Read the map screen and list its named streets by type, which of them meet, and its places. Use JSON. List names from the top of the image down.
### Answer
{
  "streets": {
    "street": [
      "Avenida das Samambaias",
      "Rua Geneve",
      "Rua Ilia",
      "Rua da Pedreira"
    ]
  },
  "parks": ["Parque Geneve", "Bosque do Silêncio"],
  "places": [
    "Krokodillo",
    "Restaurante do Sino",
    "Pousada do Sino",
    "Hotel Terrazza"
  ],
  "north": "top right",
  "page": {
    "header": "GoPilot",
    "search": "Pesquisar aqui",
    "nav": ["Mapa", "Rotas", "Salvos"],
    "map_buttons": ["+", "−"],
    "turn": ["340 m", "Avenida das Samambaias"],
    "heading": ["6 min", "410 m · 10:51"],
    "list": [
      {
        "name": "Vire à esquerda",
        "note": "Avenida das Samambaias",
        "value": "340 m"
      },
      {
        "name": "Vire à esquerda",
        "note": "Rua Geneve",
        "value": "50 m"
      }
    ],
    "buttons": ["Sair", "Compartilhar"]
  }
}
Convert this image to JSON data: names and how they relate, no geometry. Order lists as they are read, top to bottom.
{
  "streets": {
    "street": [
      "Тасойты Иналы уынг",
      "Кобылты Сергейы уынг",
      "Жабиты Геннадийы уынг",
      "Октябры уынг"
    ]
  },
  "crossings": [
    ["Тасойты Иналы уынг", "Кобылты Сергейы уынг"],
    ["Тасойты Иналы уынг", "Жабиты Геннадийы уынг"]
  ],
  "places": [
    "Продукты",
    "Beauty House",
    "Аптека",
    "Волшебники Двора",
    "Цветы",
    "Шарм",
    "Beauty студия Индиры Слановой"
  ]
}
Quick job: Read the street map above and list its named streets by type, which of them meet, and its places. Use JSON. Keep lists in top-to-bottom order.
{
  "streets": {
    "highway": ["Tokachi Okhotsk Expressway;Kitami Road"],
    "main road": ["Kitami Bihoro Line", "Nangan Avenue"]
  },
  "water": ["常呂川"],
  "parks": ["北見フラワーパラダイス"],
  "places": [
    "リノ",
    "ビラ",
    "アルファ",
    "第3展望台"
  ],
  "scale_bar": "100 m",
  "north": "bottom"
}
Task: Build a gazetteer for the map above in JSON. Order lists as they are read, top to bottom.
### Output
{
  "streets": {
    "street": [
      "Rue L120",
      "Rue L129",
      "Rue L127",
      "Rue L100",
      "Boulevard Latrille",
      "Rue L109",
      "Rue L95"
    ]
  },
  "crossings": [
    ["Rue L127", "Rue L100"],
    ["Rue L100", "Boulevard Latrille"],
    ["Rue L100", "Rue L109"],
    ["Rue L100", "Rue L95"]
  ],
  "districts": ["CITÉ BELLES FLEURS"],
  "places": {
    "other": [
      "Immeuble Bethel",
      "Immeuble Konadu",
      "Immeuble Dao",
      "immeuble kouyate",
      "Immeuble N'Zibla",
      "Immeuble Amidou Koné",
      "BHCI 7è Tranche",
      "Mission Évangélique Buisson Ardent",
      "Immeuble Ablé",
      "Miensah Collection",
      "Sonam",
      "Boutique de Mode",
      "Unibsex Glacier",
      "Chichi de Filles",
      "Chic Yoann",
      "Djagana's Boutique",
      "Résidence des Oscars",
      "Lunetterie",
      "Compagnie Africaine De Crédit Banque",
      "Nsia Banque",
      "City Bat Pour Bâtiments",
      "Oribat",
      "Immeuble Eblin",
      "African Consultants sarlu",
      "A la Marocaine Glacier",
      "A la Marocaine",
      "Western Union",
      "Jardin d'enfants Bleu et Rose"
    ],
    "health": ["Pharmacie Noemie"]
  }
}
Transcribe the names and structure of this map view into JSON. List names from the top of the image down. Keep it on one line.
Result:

▬▬▬▬▬▬▬▬▬▬

#### About this task:
The lines above from the one with "Quick job: Read" through the one with "Task: Build a" are to be duplicated exactly, ends included, with nothing added.

#### Task response:
Quick job: Read the street map above and list its named streets by type, which of them meet, and its places. Use JSON. Keep lists in top-to-bottom order.
{
  "streets": {
    "highway": ["Tokachi Okhotsk Expressway;Kitami Road"],
    "main road": ["Kitami Bihoro Line", "Nangan Avenue"]
  },
  "water": ["常呂川"],
  "parks": ["北見フラワーパラダイス"],
  "places": [
    "リノ",
    "ビラ",
    "アルファ",
    "第3展望台"
  ],
  "scale_bar": "100 m",
  "north": "bottom"
}
Task: Build a gazetteer for the map above in JSON. Order lists as they are read, top to bottom.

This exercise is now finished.